Rev. Martin Luther King Jr. saw economic justice as one of the pillars of his civil rights struggle. He understood that for African Americans, the ties of poverty were as strong as segregation and racial discrimination.
That is why it is fair to remember that lesser known aspect of the civil rights leader, 85 years after his birth. The theme of “dislocations in the market operation of our economy” was present in his message against unemployment. He also said that, “no matter how dynamically the economy develops and expands it does not eliminate all poverty.”
The economic structure that King criticized in 1967 in his speech “Where Do We Go From Here” has been strengthening throughout the decades. Today, civil rights in general are on a par for all, although that is an ongoing struggle. However, economic inequality along racial lines remains as firm as ever.
According to the 2013 United for a Fair Economy report, there are strong disparities in wealth and savings between white families and African American and Latino families. At the same time, another PEW Charitable Trusts study showed that 70% of Americans born at the bottom of the income ladder never move up.
It is true that there are African Americans and Latinos who are able to get ahead and achieve economic success. But they are the exception, not the norm.

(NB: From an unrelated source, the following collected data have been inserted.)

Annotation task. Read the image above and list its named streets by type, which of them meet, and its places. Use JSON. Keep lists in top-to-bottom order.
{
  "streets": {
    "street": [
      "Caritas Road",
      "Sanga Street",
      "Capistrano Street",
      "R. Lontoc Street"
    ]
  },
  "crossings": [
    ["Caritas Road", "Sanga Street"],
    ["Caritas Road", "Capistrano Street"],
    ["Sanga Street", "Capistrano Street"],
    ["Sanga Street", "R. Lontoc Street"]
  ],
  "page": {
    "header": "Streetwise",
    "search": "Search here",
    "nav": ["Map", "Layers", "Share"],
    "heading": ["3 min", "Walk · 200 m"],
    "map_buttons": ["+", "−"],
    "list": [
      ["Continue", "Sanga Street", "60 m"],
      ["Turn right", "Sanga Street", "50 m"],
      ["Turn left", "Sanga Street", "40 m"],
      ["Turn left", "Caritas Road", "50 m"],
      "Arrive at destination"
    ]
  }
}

Back in his time, King saw the impact of economic inequality. The call during his famous march on Washington in 1963 was for “Jobs and Freedom,” while a campaign against poverty and in support of sanitation workers took him to Memphis, where he was murdered.
In this time of high and long-term unemployment, foreclosed homes, record economic disparity and a deficient tax system, we remember Martin Luther King. His struggle for this type of justice is still alive.